Why We Remember
By Sheila Nudd, Hampton Academy Music Teacher
Atlantic News, Friday, June 2, 2006
[The following article is courtesy of the Atlantic News]
Special to the Atlantic News
(Editor's Note: This composition was written by Hampton Academy music teacher, Sheila Nudd, who read it at the school's recent Memorial Day ceremony honoring former HA students who went on to the US military and died in service to their country.)
Our memories are important to us as individuals and as a community. As individuals, it is our memory that defines who we are as persons. Many of you know that when one has Alzheimer's or dementia that person often forgets friends, family, even their own names. They remember nothing about who they were and why they were.
As a community it is just as important to have shared memories, to know our past, where we came from, who made these moments possible. Within these walls is a wealth of history.
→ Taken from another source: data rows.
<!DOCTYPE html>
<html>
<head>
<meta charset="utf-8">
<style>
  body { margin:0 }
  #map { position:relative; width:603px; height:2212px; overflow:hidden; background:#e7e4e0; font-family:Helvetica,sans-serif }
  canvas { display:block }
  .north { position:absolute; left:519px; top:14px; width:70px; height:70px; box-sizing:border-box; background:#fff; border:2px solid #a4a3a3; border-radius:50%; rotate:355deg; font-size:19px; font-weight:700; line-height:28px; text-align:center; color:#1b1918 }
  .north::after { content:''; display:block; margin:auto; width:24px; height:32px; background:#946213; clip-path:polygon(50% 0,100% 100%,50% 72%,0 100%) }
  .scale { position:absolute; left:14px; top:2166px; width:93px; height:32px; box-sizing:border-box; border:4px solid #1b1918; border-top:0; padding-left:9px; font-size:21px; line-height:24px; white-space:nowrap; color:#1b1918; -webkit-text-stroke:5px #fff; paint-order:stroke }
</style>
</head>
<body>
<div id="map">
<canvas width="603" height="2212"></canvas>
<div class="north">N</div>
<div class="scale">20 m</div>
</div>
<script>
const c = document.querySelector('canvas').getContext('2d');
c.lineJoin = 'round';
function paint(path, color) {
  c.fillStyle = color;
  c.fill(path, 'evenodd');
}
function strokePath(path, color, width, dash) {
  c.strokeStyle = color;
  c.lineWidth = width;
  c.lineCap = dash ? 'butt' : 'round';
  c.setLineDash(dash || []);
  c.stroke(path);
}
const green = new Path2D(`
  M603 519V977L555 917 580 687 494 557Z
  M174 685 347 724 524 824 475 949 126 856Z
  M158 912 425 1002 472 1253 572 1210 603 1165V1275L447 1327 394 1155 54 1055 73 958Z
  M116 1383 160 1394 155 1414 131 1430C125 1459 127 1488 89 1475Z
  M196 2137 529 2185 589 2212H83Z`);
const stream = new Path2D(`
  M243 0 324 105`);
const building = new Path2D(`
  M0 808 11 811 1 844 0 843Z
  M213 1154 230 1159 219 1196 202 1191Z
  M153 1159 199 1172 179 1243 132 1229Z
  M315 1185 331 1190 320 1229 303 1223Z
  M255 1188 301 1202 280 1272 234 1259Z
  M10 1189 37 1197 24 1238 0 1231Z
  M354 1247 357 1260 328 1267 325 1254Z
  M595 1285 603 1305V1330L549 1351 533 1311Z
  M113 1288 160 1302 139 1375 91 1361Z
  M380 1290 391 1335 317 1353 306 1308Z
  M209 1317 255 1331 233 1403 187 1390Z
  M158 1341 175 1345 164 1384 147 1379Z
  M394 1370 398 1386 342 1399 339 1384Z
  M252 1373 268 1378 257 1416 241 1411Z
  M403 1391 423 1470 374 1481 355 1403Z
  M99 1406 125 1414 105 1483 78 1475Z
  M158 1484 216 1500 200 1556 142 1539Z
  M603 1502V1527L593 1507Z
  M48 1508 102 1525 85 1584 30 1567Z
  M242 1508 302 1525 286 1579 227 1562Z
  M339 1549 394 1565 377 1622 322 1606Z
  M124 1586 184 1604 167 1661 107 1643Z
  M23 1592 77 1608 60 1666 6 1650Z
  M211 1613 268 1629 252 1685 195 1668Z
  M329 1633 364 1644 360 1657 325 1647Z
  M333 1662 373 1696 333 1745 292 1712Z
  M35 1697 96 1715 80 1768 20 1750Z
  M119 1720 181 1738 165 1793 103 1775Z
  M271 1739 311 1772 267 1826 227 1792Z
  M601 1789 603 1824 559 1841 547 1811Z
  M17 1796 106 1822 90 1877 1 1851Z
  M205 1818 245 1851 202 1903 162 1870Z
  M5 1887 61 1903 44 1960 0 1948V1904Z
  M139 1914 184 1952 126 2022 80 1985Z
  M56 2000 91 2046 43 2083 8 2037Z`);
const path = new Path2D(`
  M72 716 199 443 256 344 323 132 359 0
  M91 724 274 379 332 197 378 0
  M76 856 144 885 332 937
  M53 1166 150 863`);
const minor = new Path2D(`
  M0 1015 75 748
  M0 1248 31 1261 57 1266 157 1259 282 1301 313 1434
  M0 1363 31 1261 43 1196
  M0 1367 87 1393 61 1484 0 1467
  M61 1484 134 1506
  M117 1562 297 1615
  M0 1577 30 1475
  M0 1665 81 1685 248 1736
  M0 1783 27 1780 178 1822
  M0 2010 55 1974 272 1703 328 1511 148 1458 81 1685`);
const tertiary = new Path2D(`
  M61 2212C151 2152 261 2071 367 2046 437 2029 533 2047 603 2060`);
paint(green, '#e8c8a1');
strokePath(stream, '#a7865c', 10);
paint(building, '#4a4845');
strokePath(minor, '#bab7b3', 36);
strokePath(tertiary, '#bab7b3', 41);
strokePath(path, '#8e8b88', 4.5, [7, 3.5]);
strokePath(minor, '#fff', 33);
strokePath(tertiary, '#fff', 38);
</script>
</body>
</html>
Whether we are a student, a teacher or an administrator here, life at Hampton Academy began long before any of us set foot in this building.
The young people remembered this afternoon sat here for assemblies. Their artwork graced the walls. Their musical talents were showcased in concerts. They wrote for the newspaper, played and often excelled at sports. Some were good students. Others were hardly students at all. All died before the age of 35; some before the age of 20. They are a part of each and every one of here today. In some way, all left a legacy for our school community.
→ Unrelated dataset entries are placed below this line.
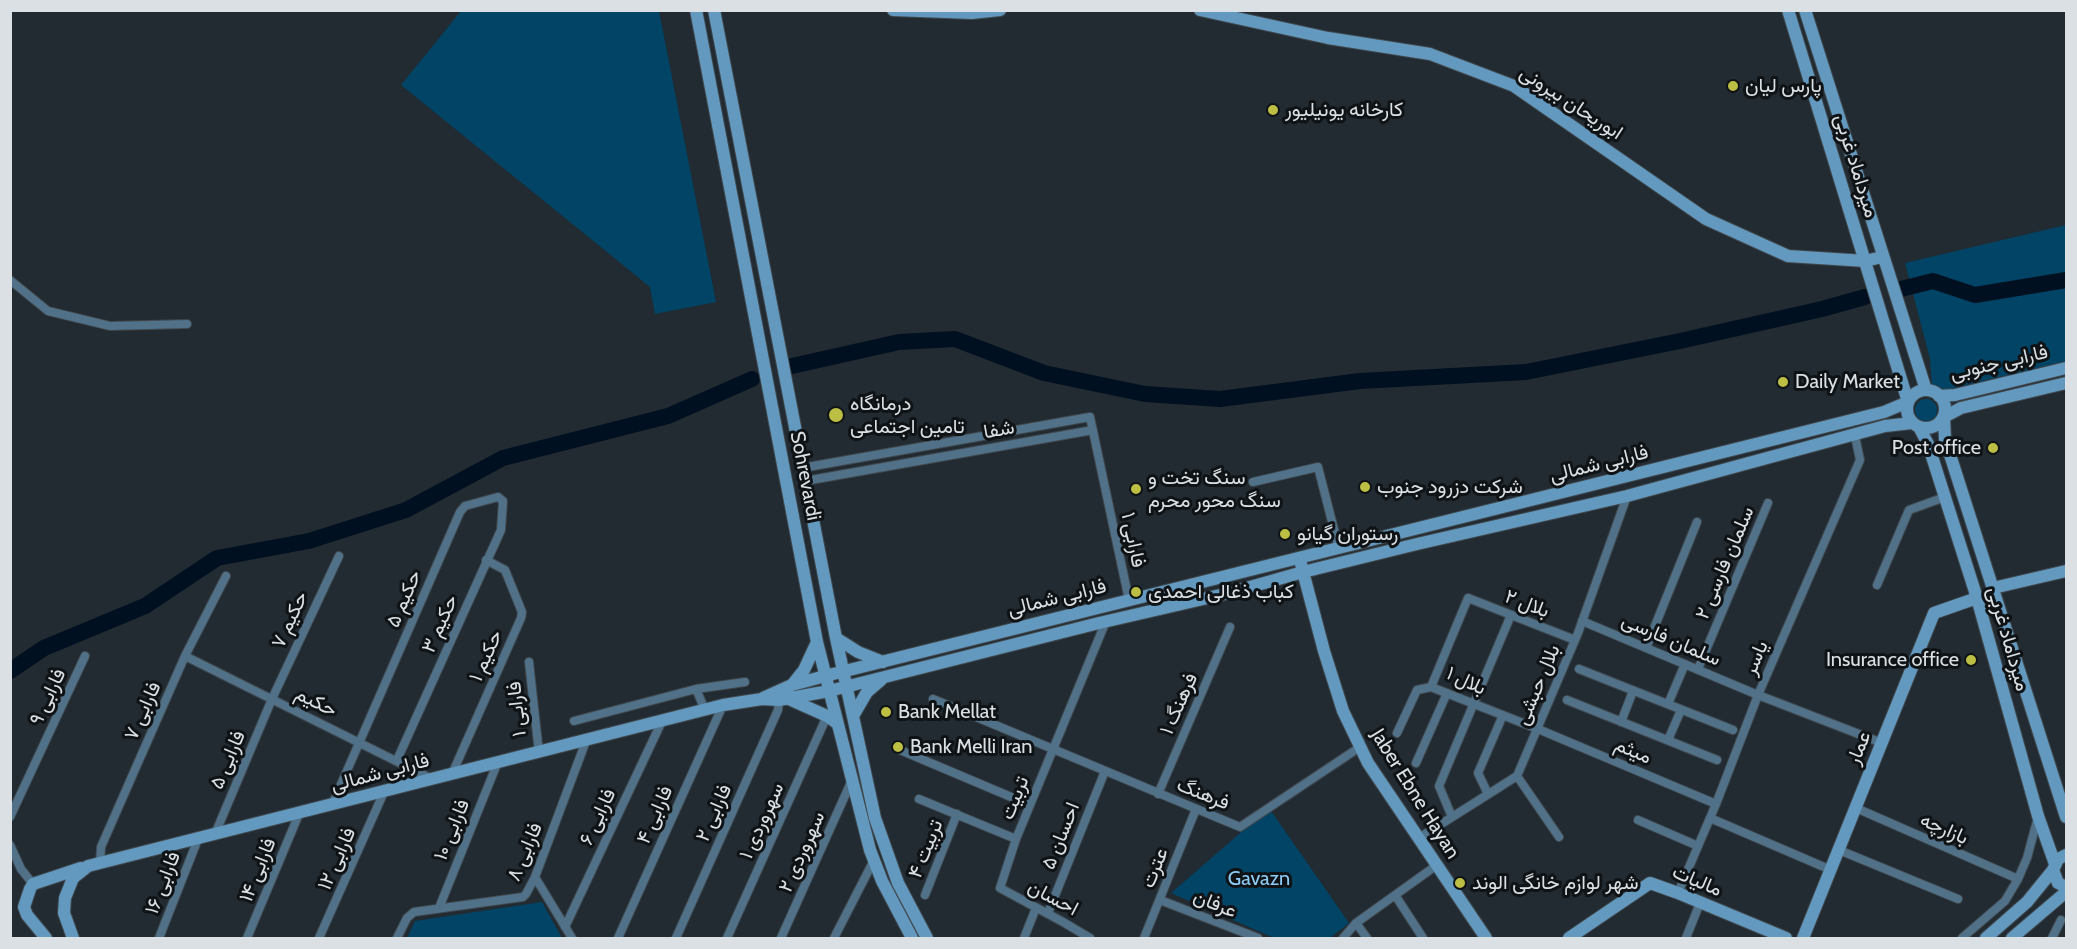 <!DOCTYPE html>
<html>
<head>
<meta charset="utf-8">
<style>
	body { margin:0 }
	#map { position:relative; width:2077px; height:949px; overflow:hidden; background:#222b31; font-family:Cabin,sans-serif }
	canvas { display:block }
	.frame { position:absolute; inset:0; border:12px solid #dae0e4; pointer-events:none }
</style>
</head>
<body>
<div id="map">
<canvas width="2077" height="949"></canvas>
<div class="frame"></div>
</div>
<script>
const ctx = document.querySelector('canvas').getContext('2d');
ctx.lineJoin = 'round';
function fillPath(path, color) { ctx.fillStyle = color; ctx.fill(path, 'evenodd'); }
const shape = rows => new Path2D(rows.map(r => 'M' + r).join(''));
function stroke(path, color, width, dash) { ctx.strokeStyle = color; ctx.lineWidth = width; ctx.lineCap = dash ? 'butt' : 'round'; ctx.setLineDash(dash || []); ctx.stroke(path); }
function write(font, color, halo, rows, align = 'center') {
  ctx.font = font + ' Cabin,Vazirmatn,sans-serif'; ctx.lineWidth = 6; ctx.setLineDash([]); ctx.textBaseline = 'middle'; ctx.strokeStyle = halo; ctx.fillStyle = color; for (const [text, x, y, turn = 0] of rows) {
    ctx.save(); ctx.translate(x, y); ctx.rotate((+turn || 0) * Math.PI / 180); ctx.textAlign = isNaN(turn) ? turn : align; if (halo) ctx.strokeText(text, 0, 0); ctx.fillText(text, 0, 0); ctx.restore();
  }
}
fillPath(shape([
	[461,11,659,11,716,302,655,314,650,287,401,85],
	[2066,225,2066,361,1946,390,1932,385,1930,359,1905,263],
	'1915 410a11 11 0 1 1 22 0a11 11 0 1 1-22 0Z',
	[1269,808,1349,923,1330,938,1274,938,1171,893],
	[542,902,562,938,407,938,415,921]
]), '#014465');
stroke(shape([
	[1901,289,1933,281,1975,295,2066,280],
	[792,366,899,342,955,339,1044,373,1145,394,1220,399,1360,381,1526,372,1680,341,1822,309,1865,297],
	[10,671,44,648,145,606,217,558,309,541,406,510,503,458,668,416,752,379]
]), '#001020', 16);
const street = shape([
	[10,280,48,311,110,326,187,324],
	[802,468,1090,417,1129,600],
	[805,481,1093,430],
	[1253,482,1318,467,1339,549],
	[1877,585,1909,510,1945,497],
	[1582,621,1758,695,1882,743],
	[1575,640,1468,598,1431,687,1538,729,1716,804],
	[1646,648,1697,522],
	[185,656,432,779],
	[529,662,539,753],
	[1579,669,1733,730],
	[1698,669,1768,503],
	[933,699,1240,827,1360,747],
	[1567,700,1717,760],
	[1668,704,1685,664],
	[705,710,696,689,745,682],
	[574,721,696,689],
	[1621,722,1633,691],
	[1397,733,1417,690,1431,687],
	[1668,740,1681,710],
	[900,750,1030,805],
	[1416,763,1447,693],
	[452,774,521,618,522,612,505,570,486,560],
	[1517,776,1559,837],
	[1158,794,1230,627],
	[1488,794,1478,773,1503,715],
	[919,799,1016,839],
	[332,805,460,512,465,506,498,497,503,501,501,530,397,760],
	[1856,808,2018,879],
	[10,817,85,656],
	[1452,817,1439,786,1511,615],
	[1710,818,1831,870],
	[1638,820,1698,846],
	[215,834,272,699,339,556],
	[1419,838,1517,776,1578,633,1627,496],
	[10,845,21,869,33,884],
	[1839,850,1958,899],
	[100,863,101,847,133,774,185,656,226,576],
	[535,877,572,938],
	[1678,893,1716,804,1758,695,1860,460,1855,436],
	[925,895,957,814],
	[1395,895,1423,938],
	[1160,900,1258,938],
	[439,908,497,764],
	[1048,913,1105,771],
	[1356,923,1367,938],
	[565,927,662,721],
	[159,938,198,839],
	[247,938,299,814],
	[319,938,384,792],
	[397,938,407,918,414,912,523,897,526,894,535,877,586,741],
	[618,938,723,705],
	[676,938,778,710,779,700],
	[727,938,827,716],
	[781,938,852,780],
	[834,938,874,860],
	[1024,938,1036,908],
	[1090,938,1063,922,1000,888,1016,839,1106,621],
	[1144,938,1196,809],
	[1343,938,1356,923,1437,865],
	[1686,938,1700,903],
	[1962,938,2005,901,2018,879,2027,858,2038,817],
	[2052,938,2061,920]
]);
const secondary = shape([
	[696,10,817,642,870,850,882,881,912,938],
	[714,10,836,638,875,818,898,883,927,938],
	[893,10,972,13,1000,10],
	[1200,10,1328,38,1430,54,1514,86,1706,219,1788,256,1865,261,1882,257],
	[1805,10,1926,390],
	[2066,383,1961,408,1944,417,1945,439,2066,817],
	'1907 409a19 19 0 1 1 38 0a19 19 0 1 1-38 0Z',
	[1939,396,1955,395,2066,368],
	[1919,427,1928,444,1977,598,2038,816,2055,864],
	[1301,564,1324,651,1343,711,1368,763,1486,938],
	[1993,588,2066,571],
	[836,638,858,652,883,662],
	[792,685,804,670,817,642],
	[763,698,792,685,825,676,1884,412,1908,402,1788,10],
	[789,699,827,716,838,724],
	[853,716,867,692,881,680],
	[2066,855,2058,859,2053,870,2058,883,2066,887],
	[46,938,27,915,24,907,30,889,33,884,81,868],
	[73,938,64,913,65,898,73,878,88,866,723,705,762,699,779,700,829,691,1099,623,1229,593,1303,572,1417,544,1627,496,1885,426,1912,423],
	[1569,938,1650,883,1678,893,1786,938],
	[1803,938,1934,613,1977,598],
	[1986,938,2027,902,2053,870],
	[2012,938,2066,892]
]);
stroke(street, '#3f484e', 10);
stroke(secondary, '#3f484e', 14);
stroke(street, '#507188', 8);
stroke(secondary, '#6399be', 12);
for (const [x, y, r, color] of [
	[1733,86,6,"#bcbf43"],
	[1273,110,6,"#bcbf43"],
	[1783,382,6,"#bcbf43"],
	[836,415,8,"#bcbf43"],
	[1993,448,6,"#bcbf43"],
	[1365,487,6,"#bcbf43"],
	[1136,489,6,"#bcbf43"],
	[1285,534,6,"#bcbf43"],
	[1136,592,6,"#bcbf43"],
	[1971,660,6,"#bcbf43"],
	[886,712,6,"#bcbf43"],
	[898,747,6,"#bcbf43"],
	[1460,883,6,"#bcbf43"]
]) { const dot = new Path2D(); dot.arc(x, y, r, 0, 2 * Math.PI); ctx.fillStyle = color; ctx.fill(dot); stroke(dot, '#0f1316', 2); }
write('20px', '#dae0e4', '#0f1316', [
	["پارس لیان",1745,86],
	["کارخانه یونیلیور",1285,110],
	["Daily Market",1795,382],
	["درمانگاه",850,404],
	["تامین اجتماعی",850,427],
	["Post office",1981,448,"right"],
	["سنگ تخت و",1148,478],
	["سنگ محور محرم",1148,501],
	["شرکت دزرود جنوب",1377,487],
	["رستوران گیانو",1297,534],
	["کباب ذغالی احمدی",1148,592],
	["Insurance office",1959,660,"right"],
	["Bank Mellat",898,712],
	["Bank Melli Iran",910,747],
	["شهر لوازم خانگی الوند",1472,883]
], 'left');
write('20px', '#dae0e4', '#0f1316', [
	["ابوریحان بیرونی",1571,103,33],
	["میرداماد غربی",1856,166,73],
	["فارابی جنوبی",1999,363,-13],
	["شفا",999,430,-10],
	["فارابی شمالی",1599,464,-14],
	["Sohrevardi",805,476,79],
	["فارابی ۱",1133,540,78],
	["سلمان فارسی ۲",1725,563,-67],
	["فارابی شمالی",1057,598,-14],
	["حکیم ۵",404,599,-67],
	["بلال ۲",1527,604,21],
	["حکیم ۷",290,620,-65],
	["حکیم ۳",440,624,-66],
	["میرداماد غربی",2008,639,74],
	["سلمان فارسی",1671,640,23],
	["حکیم ۱",486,656,-66],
	["یاسر",1756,658,-67],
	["بلال ۱",1466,681,25],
	["بلال حبشی",1538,685,-67],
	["فارابی ۹",48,697,-65],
	["حکیم",316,702,26],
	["فرهنگ ۱",1179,704,-66],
	["فارابی ۱",517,709,-96],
	["فارابی ۷",143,711,-66],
	["عمار",1859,748,-68],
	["میثم",1633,751,23],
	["فارابی ۵",228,760,-67],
	["فارابی شمالی",380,773,-15],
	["فرهنگ",1203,794,22],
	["Jaber Ebne Hayan",1415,794,58],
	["تربیت",1015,798,-68],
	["فارابی ۲",714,813,-66],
	["فارابی ۴",655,815,-66],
	["فارابی ۶",598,817,-65],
	["سهروردی ۱",762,821,-66],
	["بازارچه",1944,829,24],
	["فارابی ۱۰",452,830,-68],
	["احسان ۵",1061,836,-68],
	["تربیت ۴",926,849,-68],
	["فارابی ۸",525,852,-67],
	["سهروردی ۲",802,852,-66],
	["فارابی ۱۲",337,859,-66],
	["عترت",1155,868,-68],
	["فارابی ۱۴",258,870,-68],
	["مالیات",1697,881,23],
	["فارابی ۱۶",163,883,-69],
	["احسان",1053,898,28],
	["عرفان",1215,904,22]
]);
write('20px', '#8dccf7', '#0f1316', [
	["Gavazn",1259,879]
]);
</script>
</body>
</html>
If we ignore them, if we forget their contributions, their faces, their names - they lose their lives again. We, present here today, are their voices. Only those of us who care to know their stories can pass them on to the next generation.
They are part of us in a very large way. They bought candy at Marelli's, they fished at Batchelder's Pond. They attended these churches, belongs to the Scouts, flirted, danced, laughed, sang, and cried just as we do today. They bicycled on Winnacunnet Road, Exeter Road, High Street and Lafayette Road. They skied, fished and surfed; they played ball on these fields and in this gym.
As you leave here today, as you prepare for weekend activities, please stop to remember these young people. Remember that they gave the "last full measure" of which President Lincoln spoke. Remember their names; remember that 60 years after some of their deaths, friends and family still recall their loving ways. Remember that they helped to make our community rich in honor, in courage and in pride. It is only in our knowing and remembering that their legacy will continue to live. Young friends, please remember. Remember. Remember.